As do flack/flak. Mose recently spotted that confusion on a page proof after a writer reported that public officials had caught "flack" from some constituents.
The AP Stylebook can be helpful in deciding those matters, such as the difference between 1) a slang term for a press agent and 2) a barrage of criticism (or certain anti-aircraft fire).
But first, you have to recognize the "buzzwords."
For too many journalists, those words fit into the "unknown unknowns" category. That is, they don't know that they don't know those commonly confused terms.
The solution: Read more.
Stop, Look and Listen: Don't Make Language So Complicated
Posted on October 14, 2009 - 10:40:19
Treasury Secretary Timothy Geithner was testifying before a congressional committee recently about the impact of the economic stimulus package.
“How well a job did it do?” he asked before answering his own question.
That not only sounds awkward, it's grammatically wrong. (Those things often go together.)
But it's not unusual to hear such things in conversation ... and see them creep into the written word.
Sometimes you can figure it out by scrambling the sentence – in this case, answering the question – which gives us the adjective good: The stimulus did a good job.
Unless you insist on using the adverb well to modify the verb did: The stimulus did the job well.
Good-well.
I-me.
Who-whom.
They are often confused when people don't consider (or don't know) some technical aspects of the language: adjective vs. adverb, subject vs. object, etc.
Because it sometimes takes a few seconds to choose the proper form (case, mood, part of speech, etc.), the spontaneous spoken word isn't always perfect. Writers, who have time to reflect on the words they choose, don't have that excuse. Nor do their editors.

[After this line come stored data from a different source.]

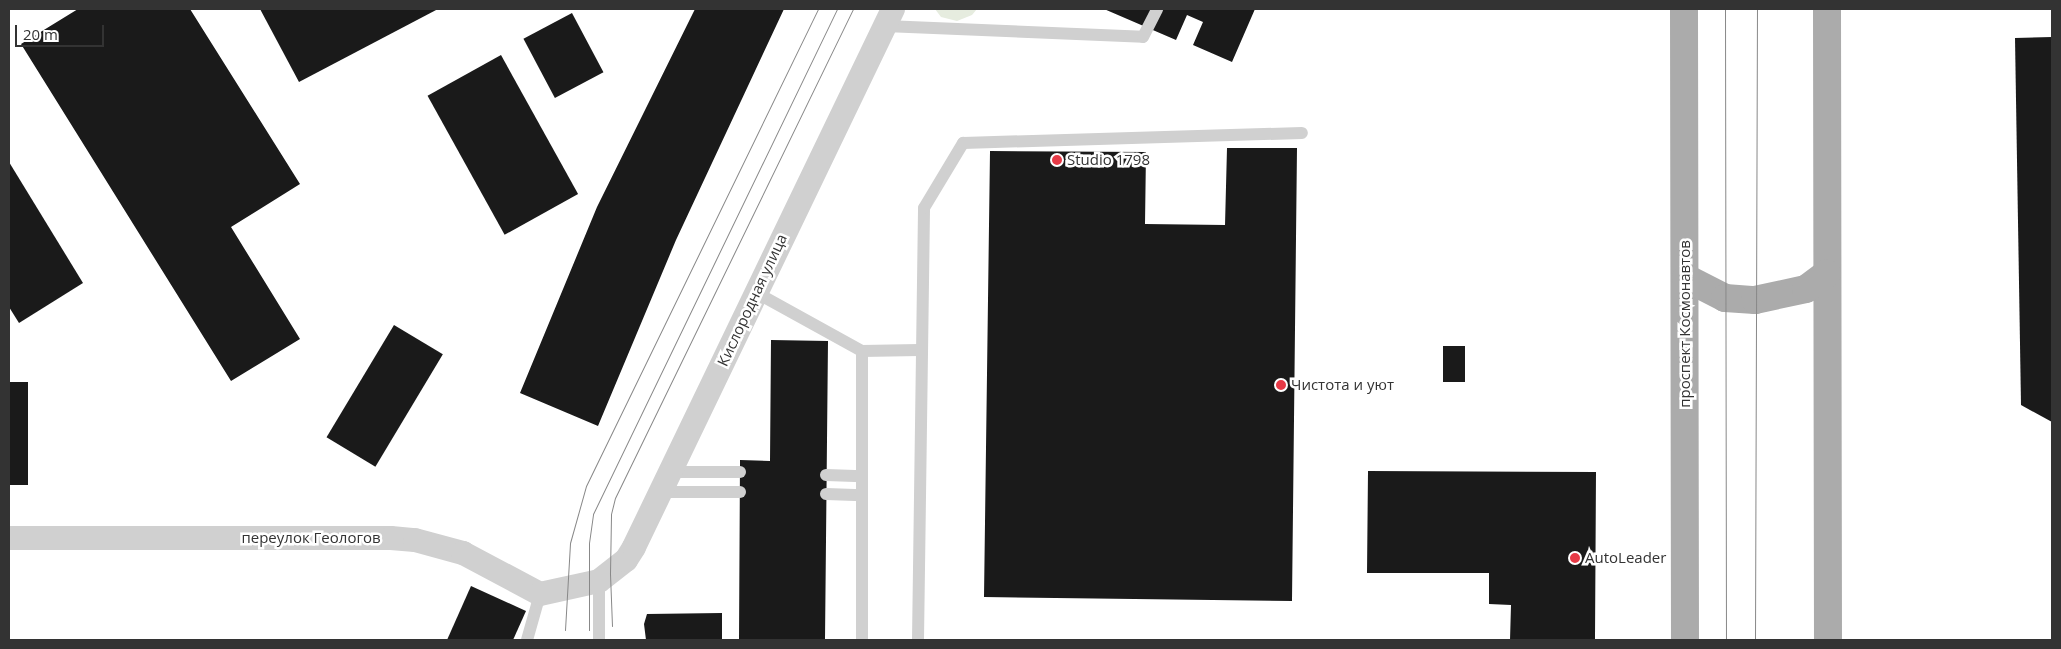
<!DOCTYPE html>
<html>
<head>
<meta charset="utf-8">
<style>
  body { margin:0 }
  #map { position:relative; width:2061px; height:649px; overflow:hidden; background:#fff; font-family:"Open Sans",sans-serif }
  div>[style] { position:absolute }
  .green>* { inset:0; background:#e6ecdf }
  .building>* { inset:0; background:#1a1a1a; transform-origin:0 0 }
  .service>* { height:12px; margin:-6px; padding:0 6px; transform-origin:6px; border-radius:6px; background:#d0d0d0 }
  .minor>* { height:24px; margin:-12px; padding:0 12px; transform-origin:12px; border-radius:12px; background:#d0d0d0 }
  .primary>* { height:28px; margin:-14px; padding:0 14px; transform-origin:14px; border-radius:14px; background:#ababab }
  .tram>* { height:1px; margin:-0.5px; padding:0 0.5px; transform-origin:0.5px; border-radius:0.5px; background:#888 }
  .dots>* { width:14px; height:14px; translate:-50% -50%; box-sizing:border-box; border:2px solid #fff; border-radius:50% }
  span { translate:-50% -50%; white-space:nowrap; text-align:center; line-height:1.15; -webkit-text-stroke:5px #fff; paint-order:stroke }
  .poi-label { font-size:15px; color:#333 }
  .left { translate:0 -50%; text-align:left }
  .street-label { font-size:15px; color:#333 }
  .frame { position:absolute; inset:0; border:10px solid #333; pointer-events:none }
  .scale { position:absolute; left:15px; top:25px; width:89px; height:22px; box-sizing:border-box; border:2px solid #333; border-top:0; padding-left:6px; font-size:15px; line-height:18px; white-space:nowrap; color:#333; -webkit-text-stroke:4px #fff; paint-order:stroke }
</style>
</head>
<body>
<div id="map">
  <div class="green">
    <div style="clip-path:polygon(935px 9px,977px 9px,972px 15px,957px 21px,941px 17px)"></div>
  </div>
  <div class="building">
    <div style="clip-path:polygon(78px 9px,190px 9px,300px 184px,231px 227px,300px 339px,231px 381px,21px 44px)"></div>
    <div style="clip-path:polygon(260px 9px,438px 9px,299px 82px)"></div>
    <div style="clip-path:polygon(695px 9px,784px 9px,676px 240px,598px 426px,520px 393px,597px 207px)"></div>
    <div style="clip-path:polygon(1104px 9px,1255px 9px,1232px 62px,1193px 45px,1203px 22px,1187px 15px,1176px 40px)"></div>
    <div style="left:572px;top:13px;width:67px;height:55px;rotate:62deg"></div>
    <div style="clip-path:polygon(2052px 37px,2052px 422px,2021px 405px,2015px 38px)"></div>
    <div style="left:501px;top:55px;width:159px;height:84px;rotate:61deg"></div>
    <div style="clip-path:polygon(1227px 148px,1297px 148px,1292px 601px,984px 597px,990px 151px,1146px 152px,1145px 224px,1225px 225px)"></div>
    <div style="clip-path:polygon(9px 162px,83px 283px,19px 323px,9px 307px)"></div>
    <div style="left:394px;top:325px;width:57px;height:131px;rotate:31deg"></div>
    <div style="clip-path:polygon(771px 340px,828px 341px,825px 640px,739px 640px,740px 460px,770px 461px)"></div>
    <div style="left:1443px;top:346px;width:22px;height:36px"></div>
    <div style="left:9px;top:382px;width:19px;height:103px"></div>
    <div style="clip-path:polygon(1368px 471px,1596px 472px,1595px 640px,1510px 640px,1511px 605px,1489px 604px,1489px 573px,1367px 573px)"></div>
    <div style="clip-path:polygon(471px 586px,526px 611px,513px 640px,447px 640px)"></div>
    <div style="clip-path:polygon(722px 613px,722px 640px,646px 640px,644px 624px,647px 614px)"></div>
  </div>
  <div class="service">
    <div style="left:885px;top:26px;width:258px;rotate:2.4deg"></div>
    <div style="left:1143px;top:37px;width:31px;rotate:-63deg"></div>
    <div style="left:755px;top:292px;width:122px;rotate:28.9deg"></div>
    <div style="left:862px;top:351px;width:57px;rotate:-1deg"></div>
    <div style="left:670px;top:472px;width:70px"></div>
    <div style="left:826px;top:475px;width:36px;rotate:2deg"></div>
    <div style="left:661px;top:492px;width:79px"></div>
    <div style="left:826px;top:494px;width:36px;rotate:2deg"></div>
    <div style="left:599px;top:581px;width:59px;rotate:90deg"></div>
    <div style="left:527px;top:640px;width:48px;rotate:-74.2deg"></div>
    <div style="left:862px;top:640px;width:289px;rotate:-90deg"></div>
    <div style="left:918px;top:640px;width:432px;rotate:-89.2deg"></div>
    <div style="left:924px;top:208px;width:76px;rotate:-59deg"></div>
    <div style="left:963px;top:143px;width:339px;rotate:-1.7deg"></div>
  </div>
  <div class="minor">
    <div style="left:9px;top:538px;width:382px"></div>
    <div style="left:391px;top:538px;width:24px;rotate:5deg"></div>
    <div style="left:415px;top:540px;width:50px;rotate:15.2deg"></div>
    <div style="left:463px;top:553px;width:87px;rotate:28deg"></div>
    <div style="left:540px;top:594px;width:60px;rotate:-12.4deg"></div>
    <div style="left:599px;top:581px;width:34px;rotate:-38deg"></div>
    <div style="left:626px;top:560px;width:15px;rotate:-58deg"></div>
    <div style="left:634px;top:547px;width:597px;rotate:-64.29deg"></div>
  </div>
  <div class="primary">
    <div style="left:1684px;top:9px;width:631px;rotate:89.91deg"></div>
    <div style="left:1827px;top:9px;width:631px;rotate:89.91deg"></div>
    <div style="left:1686px;top:278px;width:44px;rotate:27.1deg"></div>
    <div style="left:1725px;top:298px;width:30px;rotate:4deg"></div>
    <div style="left:1755px;top:300px;width:52px;rotate:-12.2deg"></div>
    <div style="left:1806px;top:289px;width:26px;rotate:-37deg"></div>
  </div>
  <div class="tram">
    <div style="left:1725px;top:9px;width:631px;rotate:89.91deg"></div>
    <div style="left:612px;top:626px;width:53px;rotate:-92.2deg"></div>
    <div style="left:610px;top:573px;width:59px;rotate:-89deg"></div>
    <div style="left:611px;top:514px;width:16px;rotate:-76deg"></div>
    <div style="left:615px;top:498px;width:544px;rotate:-64.05deg"></div>
    <div style="left:565px;top:630px;width:87px;rotate:-86.7deg"></div>
    <div style="left:570px;top:543px;width:59px;rotate:-74.3deg"></div>
    <div style="left:586px;top:486px;width:530px;rotate:-64.06deg"></div>
    <div style="left:589px;top:630px;width:87px;rotate:-90deg"></div>
    <div style="left:589px;top:543px;width:29px;rotate:-82deg"></div>
    <div style="left:593px;top:514px;width:561px;rotate:-64.21deg"></div>
    <div style="left:1755px;top:640px;width:631px;rotate:-89.82deg"></div>
  </div>
  <div class="dots">
    <div style="left:1057px;top:160px;background:#e63946"></div>
    <div style="left:1281px;top:385px;background:#e63946"></div>
    <div style="left:1575px;top:558px;background:#e63946"></div>
  </div>
  <div class="poi-label">
    <span class="left" style="left:1067px;top:160px">Studio 1798</span>
    <span class="left" style="left:1291px;top:385px">Чистота и уют</span>
    <span class="left" style="left:1585px;top:558px">AutoLeader</span>
  </div>
  <div class="street-label">
    <span style="left:752px;top:300px;rotate:-65deg">Кислородная улица</span>
    <span style="left:1685px;top:324px;rotate:-90deg">проспект Космонавтов</span>
    <span style="left:311px;top:538px">переулок Геологов</span>
  </div>
  <div class="frame"></div>
  <div class="scale">20 m</div>
</div>
</body>
</html>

People are so fearful of the misuse of the object me that they often (incorrectly) use the subject I, as in, That's important to my wife and I.
That's important to I? Nope, the subject I doesn't work. Me is the object of the preposition to.

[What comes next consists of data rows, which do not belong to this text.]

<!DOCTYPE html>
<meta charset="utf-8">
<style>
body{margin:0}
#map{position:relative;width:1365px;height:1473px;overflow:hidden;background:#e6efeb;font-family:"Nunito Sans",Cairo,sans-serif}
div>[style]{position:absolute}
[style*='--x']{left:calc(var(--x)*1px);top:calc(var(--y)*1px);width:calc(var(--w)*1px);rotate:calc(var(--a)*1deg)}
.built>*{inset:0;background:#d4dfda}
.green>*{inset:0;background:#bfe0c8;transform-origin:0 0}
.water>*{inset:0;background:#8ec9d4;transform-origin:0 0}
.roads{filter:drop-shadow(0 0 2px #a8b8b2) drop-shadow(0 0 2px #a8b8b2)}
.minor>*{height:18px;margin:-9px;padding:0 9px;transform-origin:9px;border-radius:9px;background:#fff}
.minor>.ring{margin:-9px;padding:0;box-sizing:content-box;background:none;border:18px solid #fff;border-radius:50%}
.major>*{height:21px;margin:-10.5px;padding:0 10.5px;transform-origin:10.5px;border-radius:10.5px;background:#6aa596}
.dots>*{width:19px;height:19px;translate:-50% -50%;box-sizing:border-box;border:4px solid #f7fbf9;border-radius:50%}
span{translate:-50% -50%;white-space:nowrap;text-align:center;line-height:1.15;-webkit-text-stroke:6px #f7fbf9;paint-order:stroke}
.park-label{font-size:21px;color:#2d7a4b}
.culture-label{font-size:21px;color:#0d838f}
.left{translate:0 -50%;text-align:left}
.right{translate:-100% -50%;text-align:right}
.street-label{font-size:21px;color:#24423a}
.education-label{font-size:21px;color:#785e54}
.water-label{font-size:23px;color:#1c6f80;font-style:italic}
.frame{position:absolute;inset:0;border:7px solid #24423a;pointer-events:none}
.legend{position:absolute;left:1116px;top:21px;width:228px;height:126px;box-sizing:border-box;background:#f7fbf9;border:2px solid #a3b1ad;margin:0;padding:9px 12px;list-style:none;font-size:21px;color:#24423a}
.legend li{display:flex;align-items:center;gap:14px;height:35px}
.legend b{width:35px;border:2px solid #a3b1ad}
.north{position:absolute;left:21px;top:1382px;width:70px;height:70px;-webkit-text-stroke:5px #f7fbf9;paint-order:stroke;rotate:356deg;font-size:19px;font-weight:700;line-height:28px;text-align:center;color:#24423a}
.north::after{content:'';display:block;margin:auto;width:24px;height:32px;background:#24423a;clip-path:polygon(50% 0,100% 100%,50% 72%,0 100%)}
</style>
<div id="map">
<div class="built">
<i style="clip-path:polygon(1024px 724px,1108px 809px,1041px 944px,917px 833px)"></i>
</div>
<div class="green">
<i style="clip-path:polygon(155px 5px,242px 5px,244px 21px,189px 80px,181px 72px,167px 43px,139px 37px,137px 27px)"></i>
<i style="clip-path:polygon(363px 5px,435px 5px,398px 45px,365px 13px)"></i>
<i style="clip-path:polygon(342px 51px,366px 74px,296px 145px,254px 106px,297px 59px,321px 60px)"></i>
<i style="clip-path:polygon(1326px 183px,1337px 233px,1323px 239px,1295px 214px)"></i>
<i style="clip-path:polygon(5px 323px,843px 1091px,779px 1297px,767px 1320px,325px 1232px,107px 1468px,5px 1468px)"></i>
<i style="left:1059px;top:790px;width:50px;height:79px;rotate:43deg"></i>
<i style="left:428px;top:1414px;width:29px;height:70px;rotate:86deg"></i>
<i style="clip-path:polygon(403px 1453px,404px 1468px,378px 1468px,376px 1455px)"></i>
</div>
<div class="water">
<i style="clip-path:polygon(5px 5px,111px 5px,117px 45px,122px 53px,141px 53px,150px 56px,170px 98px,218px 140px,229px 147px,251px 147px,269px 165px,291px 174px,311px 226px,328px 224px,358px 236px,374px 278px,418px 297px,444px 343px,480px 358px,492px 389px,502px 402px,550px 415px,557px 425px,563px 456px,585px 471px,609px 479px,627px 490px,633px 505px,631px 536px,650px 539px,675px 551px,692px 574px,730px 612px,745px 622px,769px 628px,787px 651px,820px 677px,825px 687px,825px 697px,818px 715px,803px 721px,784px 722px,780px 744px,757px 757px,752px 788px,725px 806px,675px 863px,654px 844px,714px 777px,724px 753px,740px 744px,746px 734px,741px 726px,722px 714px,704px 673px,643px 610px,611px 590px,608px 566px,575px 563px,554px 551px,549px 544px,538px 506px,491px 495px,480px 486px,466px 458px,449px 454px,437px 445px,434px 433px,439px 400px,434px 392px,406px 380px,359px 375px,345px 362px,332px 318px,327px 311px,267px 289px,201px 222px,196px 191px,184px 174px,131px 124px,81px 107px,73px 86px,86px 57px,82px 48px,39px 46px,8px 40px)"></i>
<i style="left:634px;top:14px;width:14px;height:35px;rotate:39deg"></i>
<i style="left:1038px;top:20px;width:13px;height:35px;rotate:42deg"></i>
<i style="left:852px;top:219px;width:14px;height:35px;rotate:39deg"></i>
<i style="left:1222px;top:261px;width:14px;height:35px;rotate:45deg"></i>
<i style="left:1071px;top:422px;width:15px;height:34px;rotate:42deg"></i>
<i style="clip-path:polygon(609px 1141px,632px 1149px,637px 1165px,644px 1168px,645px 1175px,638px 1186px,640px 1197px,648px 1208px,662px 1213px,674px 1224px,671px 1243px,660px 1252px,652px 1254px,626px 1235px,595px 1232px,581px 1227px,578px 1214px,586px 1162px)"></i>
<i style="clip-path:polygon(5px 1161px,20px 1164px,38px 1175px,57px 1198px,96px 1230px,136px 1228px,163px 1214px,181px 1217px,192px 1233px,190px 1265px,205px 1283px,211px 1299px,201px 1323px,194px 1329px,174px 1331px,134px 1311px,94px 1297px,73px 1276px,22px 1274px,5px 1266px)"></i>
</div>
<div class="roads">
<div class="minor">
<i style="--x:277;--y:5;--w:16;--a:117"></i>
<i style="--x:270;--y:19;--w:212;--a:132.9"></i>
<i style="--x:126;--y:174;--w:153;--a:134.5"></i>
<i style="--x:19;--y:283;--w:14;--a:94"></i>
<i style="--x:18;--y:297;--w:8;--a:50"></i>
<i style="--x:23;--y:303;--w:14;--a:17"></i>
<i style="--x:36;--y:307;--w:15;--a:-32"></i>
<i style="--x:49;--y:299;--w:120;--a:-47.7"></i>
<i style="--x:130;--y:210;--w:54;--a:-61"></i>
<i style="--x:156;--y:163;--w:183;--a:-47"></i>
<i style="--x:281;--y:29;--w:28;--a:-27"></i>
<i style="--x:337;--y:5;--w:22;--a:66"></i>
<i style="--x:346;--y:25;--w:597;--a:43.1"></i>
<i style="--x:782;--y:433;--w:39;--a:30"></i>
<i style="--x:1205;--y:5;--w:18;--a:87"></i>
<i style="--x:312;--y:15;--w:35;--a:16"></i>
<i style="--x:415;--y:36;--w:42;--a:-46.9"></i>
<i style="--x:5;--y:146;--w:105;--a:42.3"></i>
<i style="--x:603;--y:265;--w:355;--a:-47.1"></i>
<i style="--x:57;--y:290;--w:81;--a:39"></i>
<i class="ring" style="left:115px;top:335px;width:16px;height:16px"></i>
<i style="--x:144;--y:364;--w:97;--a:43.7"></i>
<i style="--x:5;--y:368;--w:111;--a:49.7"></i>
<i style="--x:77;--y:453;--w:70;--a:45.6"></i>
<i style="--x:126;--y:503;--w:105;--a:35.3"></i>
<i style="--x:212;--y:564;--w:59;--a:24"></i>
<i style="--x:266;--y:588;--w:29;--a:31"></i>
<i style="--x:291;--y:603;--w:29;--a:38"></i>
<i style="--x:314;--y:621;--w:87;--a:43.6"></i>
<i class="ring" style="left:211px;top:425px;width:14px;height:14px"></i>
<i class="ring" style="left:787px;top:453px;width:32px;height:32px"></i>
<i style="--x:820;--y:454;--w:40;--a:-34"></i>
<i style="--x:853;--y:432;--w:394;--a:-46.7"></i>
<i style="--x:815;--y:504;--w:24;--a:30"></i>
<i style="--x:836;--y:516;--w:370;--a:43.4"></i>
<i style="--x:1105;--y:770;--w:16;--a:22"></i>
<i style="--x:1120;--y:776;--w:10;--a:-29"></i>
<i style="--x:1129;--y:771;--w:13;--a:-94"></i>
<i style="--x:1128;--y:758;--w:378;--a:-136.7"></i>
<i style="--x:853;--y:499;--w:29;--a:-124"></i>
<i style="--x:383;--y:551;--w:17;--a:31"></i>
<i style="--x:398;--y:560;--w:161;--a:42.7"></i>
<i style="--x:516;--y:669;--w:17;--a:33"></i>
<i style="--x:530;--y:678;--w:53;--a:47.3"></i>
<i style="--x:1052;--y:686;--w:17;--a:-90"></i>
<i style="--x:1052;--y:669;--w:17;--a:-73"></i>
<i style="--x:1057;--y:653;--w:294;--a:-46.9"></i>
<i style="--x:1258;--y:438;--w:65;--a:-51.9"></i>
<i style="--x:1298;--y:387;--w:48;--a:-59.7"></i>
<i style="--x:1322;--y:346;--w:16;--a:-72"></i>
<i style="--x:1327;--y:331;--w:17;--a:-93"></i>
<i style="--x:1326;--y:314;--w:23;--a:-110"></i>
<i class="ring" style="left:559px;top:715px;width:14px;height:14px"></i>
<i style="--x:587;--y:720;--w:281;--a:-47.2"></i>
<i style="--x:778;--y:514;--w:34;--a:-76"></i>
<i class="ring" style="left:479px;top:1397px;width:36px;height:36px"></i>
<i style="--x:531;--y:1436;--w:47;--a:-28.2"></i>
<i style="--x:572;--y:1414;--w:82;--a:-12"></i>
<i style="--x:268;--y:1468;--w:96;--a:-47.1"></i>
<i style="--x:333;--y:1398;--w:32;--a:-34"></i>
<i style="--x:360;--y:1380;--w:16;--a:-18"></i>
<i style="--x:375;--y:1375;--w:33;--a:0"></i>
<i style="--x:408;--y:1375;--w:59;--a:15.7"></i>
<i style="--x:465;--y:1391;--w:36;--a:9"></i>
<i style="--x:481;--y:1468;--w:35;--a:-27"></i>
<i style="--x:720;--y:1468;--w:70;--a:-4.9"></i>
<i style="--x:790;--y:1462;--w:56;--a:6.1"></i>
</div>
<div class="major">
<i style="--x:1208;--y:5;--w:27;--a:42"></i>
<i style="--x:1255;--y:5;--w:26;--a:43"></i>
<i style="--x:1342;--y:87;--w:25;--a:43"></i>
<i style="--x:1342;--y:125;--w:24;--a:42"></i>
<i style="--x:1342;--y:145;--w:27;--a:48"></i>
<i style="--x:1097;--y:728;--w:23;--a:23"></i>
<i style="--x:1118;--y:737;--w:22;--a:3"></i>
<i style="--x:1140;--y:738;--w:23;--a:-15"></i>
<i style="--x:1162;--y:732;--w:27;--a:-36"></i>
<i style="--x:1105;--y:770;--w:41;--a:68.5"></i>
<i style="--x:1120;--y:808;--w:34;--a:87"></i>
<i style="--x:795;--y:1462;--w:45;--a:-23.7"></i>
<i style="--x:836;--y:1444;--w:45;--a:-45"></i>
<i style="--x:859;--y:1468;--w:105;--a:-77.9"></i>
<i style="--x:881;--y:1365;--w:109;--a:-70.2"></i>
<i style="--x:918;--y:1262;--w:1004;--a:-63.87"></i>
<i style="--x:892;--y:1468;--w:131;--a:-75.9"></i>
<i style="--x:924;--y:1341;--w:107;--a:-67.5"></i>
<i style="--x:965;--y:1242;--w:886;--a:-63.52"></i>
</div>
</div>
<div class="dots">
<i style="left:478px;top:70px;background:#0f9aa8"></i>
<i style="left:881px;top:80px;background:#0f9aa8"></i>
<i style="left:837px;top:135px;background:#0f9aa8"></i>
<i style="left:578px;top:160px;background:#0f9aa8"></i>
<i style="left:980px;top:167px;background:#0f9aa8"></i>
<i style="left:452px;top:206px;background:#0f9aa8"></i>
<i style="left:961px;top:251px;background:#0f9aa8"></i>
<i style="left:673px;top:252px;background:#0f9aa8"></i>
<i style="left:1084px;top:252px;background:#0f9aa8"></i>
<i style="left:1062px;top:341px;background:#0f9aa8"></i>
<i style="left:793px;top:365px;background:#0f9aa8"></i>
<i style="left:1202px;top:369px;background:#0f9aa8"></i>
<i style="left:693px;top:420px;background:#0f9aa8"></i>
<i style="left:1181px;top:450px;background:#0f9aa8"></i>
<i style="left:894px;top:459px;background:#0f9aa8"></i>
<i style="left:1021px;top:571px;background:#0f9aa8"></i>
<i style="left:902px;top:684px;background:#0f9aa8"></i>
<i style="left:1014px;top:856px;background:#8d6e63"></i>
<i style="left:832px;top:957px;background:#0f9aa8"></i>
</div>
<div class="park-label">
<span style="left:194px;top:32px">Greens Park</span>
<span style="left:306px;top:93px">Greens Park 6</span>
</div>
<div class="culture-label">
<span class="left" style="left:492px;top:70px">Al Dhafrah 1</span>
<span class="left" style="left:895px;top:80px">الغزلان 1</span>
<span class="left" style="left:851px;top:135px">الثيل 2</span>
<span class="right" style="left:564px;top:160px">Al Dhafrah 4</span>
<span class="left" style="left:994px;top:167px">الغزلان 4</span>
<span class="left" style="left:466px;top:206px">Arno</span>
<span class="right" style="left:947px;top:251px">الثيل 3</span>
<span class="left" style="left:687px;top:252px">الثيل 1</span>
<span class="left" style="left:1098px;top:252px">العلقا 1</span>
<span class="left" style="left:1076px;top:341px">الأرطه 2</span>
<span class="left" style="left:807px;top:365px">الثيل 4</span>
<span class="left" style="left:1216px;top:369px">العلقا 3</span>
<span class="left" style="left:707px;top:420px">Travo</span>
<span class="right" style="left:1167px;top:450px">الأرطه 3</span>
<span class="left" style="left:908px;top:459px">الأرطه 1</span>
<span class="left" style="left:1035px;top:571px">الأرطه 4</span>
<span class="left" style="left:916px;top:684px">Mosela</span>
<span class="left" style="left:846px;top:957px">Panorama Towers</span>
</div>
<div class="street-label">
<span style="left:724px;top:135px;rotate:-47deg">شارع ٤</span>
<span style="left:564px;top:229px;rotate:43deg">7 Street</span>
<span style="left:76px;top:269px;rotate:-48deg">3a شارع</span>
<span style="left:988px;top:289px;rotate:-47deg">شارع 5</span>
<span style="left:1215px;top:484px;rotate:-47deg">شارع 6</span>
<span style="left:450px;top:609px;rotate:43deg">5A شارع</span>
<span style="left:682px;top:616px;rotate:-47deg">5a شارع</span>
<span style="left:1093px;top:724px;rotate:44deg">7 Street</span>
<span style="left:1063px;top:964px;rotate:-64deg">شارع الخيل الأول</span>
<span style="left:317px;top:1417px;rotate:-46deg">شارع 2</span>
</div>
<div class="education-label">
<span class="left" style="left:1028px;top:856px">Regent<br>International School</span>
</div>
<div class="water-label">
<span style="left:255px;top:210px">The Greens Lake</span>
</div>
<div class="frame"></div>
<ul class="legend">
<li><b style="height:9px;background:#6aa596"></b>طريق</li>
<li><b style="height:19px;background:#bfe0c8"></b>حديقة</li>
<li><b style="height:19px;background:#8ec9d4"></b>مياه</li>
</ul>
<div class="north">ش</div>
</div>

That, of course, requires some understanding of subjects, objects and prepositions.
Or check this lead sentence from a recent newspaper article:
Cary police are searching for three men whom they said entered an apartment late Tuesday, robbing the occupants at gunpoint.
Problems happen when writers randomly drop attribution (they said) into the middle of a sentence.
Let's scramble that sentence: Whom entered an apartment late Tuesday?
Nope, the object whom doesn't work. The subject who is required with the verb entered.
Why? Because the verb said in the original sentence is not looking for an object. It's part of misplaced attribution.
That would be different if the original sentence had been, Cary police said they are searching for a man whom they saw entering an apartment late Tuesday.
Because they saw him (an object, like whom) entering an apartment.
Reported speech (Cary police said) handles attribution at the beginning of the sentence.
Maybe the language ought to be easier to use. Or maybe we shouldn't make it so complicated.
Take the time to scramble complicated syntax to make writing simple.